Do the blue-collar workers in Michigan, Pennsylvania and Wisconsin who backed Trump favor big tax cuts for the wealthiest? I don’t remember Trump campaigning on big tax cuts for the rich, but I do remember him railing against Wall Street bankers (who will benefit hugely from the proposed tax cuts). A recent Pew poll found that 43 percent of Americans want to raise taxes on the rich, while 24 want to cut their taxes. Trump’s tax cuts seek to reward not the blue-collar workers who elected him, but instead the billionaire campaign donors who are forever demanding more tax cuts.
The GOP plan is stuffed with goodies for the richest Americans -– eliminating the estate tax, reducing the top marginal tax rate, broadening the small business pass-through, cutting the corporate income tax. These measures would hardly help the bottom 60 percent or 80 percent, if at all -– these hard-working Americans need a financial boost far more than the richest one percent and those who have millions to spare to donate to campaigns.
Second, in terms of whether tax cuts are the wisest use of higher deficits, let’s not forget that the U.S. faces a serious infrastructure crisis. Think of the I-35 bridge collapse in Minneapolis and our badly rutted highways, obsolete airports, unsafe railroads and sorely lacking water infrastructure. The Society of Civic Engineering gives a D-plus to the state of America’s infrastructure, and says the nation needs $4.6 trillion to bring our infrastructure up to snuff.
During the campaign, Trump promised to spend $1 trillion on infrastructure, but he has mysteriously downsized that vision to $200 billion. But if Trump and Congress enact tax cuts that push up our deficits by $2 trillion, many in Congress will declare, no way is there any money left to consider a halfway-serious infrastructure plan.
Trump says he’s concerned about America’s competitiveness, but he shouldn’t forget that our D-plus infrastructure undercuts our competitiveness – whether it’s truck drivers losing countless hours in traffic jams, corporate executives snarled in airport delays or workers wasting 90 minutes in the morning and afternoon rush.
Trump’s tax cuts seek to reward not the blue-collar workers who elected him, but instead the billionaire campaign donors who are forever demanding more tax cuts.
The president and Treasury Secretary Mnuchin maintain that the $1.4 trillion cut in the corporate income tax will create jobs and lift wages. But numerous non-partisan studies have found that these tax cuts will do little to increase jobs or wages, but will do lots to increase CEOs’ bonuses and shareholders’ dividends. Similarly, the much-ballyhooed tax holiday that will let American multinationals repatriate hundreds of billions in overseas profits while paying little in taxes is, based on history, unlikely to create jobs, middle-class or otherwise.
If Trump is sincere and serious about creating jobs ― especially solid, middle-class jobs ― infrastructure spending is a far more cost-effective, surefire way to do that than trickle-down corporate tax cuts.
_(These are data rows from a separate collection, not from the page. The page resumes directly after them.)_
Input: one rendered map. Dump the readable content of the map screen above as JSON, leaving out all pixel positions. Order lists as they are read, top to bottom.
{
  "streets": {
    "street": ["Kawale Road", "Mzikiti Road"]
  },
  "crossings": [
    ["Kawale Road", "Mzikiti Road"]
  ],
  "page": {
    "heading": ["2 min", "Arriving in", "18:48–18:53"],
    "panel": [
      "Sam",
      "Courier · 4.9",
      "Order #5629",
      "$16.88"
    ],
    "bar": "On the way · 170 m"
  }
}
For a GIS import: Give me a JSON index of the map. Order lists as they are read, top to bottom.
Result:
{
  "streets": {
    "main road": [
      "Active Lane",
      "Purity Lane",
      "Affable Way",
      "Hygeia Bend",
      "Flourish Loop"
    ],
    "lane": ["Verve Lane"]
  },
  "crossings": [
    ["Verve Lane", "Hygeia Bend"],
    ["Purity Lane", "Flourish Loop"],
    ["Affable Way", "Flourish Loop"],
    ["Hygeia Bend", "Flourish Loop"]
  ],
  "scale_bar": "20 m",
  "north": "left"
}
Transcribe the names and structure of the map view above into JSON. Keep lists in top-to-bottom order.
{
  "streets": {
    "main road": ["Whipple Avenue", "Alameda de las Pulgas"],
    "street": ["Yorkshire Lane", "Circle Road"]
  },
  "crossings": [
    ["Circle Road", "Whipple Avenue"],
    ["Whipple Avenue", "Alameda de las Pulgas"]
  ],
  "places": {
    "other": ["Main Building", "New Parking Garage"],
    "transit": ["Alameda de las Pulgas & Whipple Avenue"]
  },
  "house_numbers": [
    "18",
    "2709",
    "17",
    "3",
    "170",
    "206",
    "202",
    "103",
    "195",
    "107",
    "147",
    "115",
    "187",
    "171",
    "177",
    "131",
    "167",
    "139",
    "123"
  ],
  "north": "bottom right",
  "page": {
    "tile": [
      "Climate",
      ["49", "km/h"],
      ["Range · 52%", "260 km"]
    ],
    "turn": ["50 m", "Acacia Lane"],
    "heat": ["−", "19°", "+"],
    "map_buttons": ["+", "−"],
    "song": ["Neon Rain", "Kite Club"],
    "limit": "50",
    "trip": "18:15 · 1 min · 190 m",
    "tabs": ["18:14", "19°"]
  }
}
A third reason why big tax cuts are not the wisest course is that America faces a retirement crisis. Some depressing facts ― one-third of American workers are saving nothing for retirement, and for 33 percent of Americans over age 65, Social Security accounts for 90 percent or more of their income. Among people older than 65, the wealthiest 20 percent own virtually all of the nation’s $25 trillion in retirement accounts (and many of them will benefit disproportionately from the proposed tax cuts). Moreover, among Americans 55 to 64 who have retirement accounts, their median retirement savings is just $120,000 – good luck with that if you live to 90. All this helps explain why more Americans are saying, “I’m going to work until I die, because I need the money.”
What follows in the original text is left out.